▸ Exercise: Can you transcribe every record below exactly as it appears?

Collected data:
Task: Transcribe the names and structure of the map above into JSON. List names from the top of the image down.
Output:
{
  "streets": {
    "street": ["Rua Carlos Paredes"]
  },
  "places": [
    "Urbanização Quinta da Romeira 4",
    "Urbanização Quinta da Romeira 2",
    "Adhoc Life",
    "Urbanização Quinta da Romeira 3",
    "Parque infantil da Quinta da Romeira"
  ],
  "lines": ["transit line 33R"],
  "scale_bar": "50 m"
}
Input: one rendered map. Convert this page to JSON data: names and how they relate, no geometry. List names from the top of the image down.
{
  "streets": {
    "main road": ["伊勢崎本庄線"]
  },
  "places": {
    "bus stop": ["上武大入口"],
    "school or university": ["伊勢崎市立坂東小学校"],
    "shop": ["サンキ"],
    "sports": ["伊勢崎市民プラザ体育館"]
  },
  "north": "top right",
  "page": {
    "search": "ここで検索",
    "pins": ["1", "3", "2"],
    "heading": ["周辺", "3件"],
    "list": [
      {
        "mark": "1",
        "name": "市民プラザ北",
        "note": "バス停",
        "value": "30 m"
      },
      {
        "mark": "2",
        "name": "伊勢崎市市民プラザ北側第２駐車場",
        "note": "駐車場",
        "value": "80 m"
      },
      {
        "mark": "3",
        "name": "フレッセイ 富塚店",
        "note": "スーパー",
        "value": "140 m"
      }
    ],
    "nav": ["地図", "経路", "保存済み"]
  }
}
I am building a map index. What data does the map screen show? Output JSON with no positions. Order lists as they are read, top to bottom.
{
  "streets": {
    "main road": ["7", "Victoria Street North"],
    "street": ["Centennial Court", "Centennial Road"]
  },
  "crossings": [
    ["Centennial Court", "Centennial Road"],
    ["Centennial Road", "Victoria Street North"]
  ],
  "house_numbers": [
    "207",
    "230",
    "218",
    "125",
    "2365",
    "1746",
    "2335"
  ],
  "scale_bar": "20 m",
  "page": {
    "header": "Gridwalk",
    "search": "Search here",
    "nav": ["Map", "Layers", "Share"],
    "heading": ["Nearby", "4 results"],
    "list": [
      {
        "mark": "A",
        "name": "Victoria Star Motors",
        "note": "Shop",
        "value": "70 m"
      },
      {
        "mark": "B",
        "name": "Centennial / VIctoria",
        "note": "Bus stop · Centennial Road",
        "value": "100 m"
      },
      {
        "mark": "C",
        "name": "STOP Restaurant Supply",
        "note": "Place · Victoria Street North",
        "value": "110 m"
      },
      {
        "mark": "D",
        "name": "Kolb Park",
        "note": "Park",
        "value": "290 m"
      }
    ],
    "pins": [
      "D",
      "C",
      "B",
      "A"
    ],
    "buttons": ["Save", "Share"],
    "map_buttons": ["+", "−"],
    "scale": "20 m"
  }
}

▸ Exercise output:
Task: Transcribe the names and structure of the map above into JSON. List names from the top of the image down.
Output:
{
  "streets": {
    "street": ["Rua Carlos Paredes"]
  },
  "places": [
    "Urbanização Quinta da Romeira 4",
    "Urbanização Quinta da Romeira 2",
    "Adhoc Life",
    "Urbanização Quinta da Romeira 3",
    "Parque infantil da Quinta da Romeira"
  ],
  "lines": ["transit line 33R"],
  "scale_bar": "50 m"
}
Input: one rendered map. Convert this page to JSON data: names and how they relate, no geometry. List names from the top of the image down.
{
  "streets": {
    "main road": ["伊勢崎本庄線"]
  },
  "places": {
    "bus stop": ["上武大入口"],
    "school or university": ["伊勢崎市立坂東小学校"],
    "shop": ["サンキ"],
    "sports": ["伊勢崎市民プラザ体育館"]
  },
  "north": "top right",
  "page": {
    "search": "ここで検索",
    "pins": ["1", "3", "2"],
    "heading": ["周辺", "3件"],
    "list": [
      {
        "mark": "1",
        "name": "市民プラザ北",
        "note": "バス停",
        "value": "30 m"
      },
      {
        "mark": "2",
        "name": "伊勢崎市市民プラザ北側第２駐車場",
        "note": "駐車場",
        "value": "80 m"
      },
      {
        "mark": "3",
        "name": "フレッセイ 富塚店",
        "note": "スーパー",
        "value": "140 m"
      }
    ],
    "nav": ["地図", "経路", "保存済み"]
  }
}
I am building a map index. What data does the map screen show? Output JSON with no positions. Order lists as they are read, top to bottom.
{
  "streets": {
    "main road": ["7", "Victoria Street North"],
    "street": ["Centennial Court", "Centennial Road"]
  },
  "crossings": [
    ["Centennial Court", "Centennial Road"],
    ["Centennial Road", "Victoria Street North"]
  ],
  "house_numbers": [
    "207",
    "230",
    "218",
    "125",
    "2365",
    "1746",
    "2335"
  ],
  "scale_bar": "20 m",
  "page": {
    "header": "Gridwalk",
    "search": "Search here",
    "nav": ["Map", "Layers", "Share"],
    "heading": ["Nearby", "4 results"],
    "list": [
      {
        "mark": "A",
        "name": "Victoria Star Motors",
        "note": "Shop",
        "value": "70 m"
      },
      {
        "mark": "B",
        "name": "Centennial / VIctoria",
        "note": "Bus stop · Centennial Road",
        "value": "100 m"
      },
      {
        "mark": "C",
        "name": "STOP Restaurant Supply",
        "note": "Place · Victoria Street North",
        "value": "110 m"
      },
      {
        "mark": "D",
        "name": "Kolb Park",
        "note": "Park",
        "value": "290 m"
      }
    ],
    "pins": [
      "D",
      "C",
      "B",
      "A"
    ],
    "buttons": ["Save", "Share"],
    "map_buttons": ["+", "−"],
    "scale": "20 m"
  }
}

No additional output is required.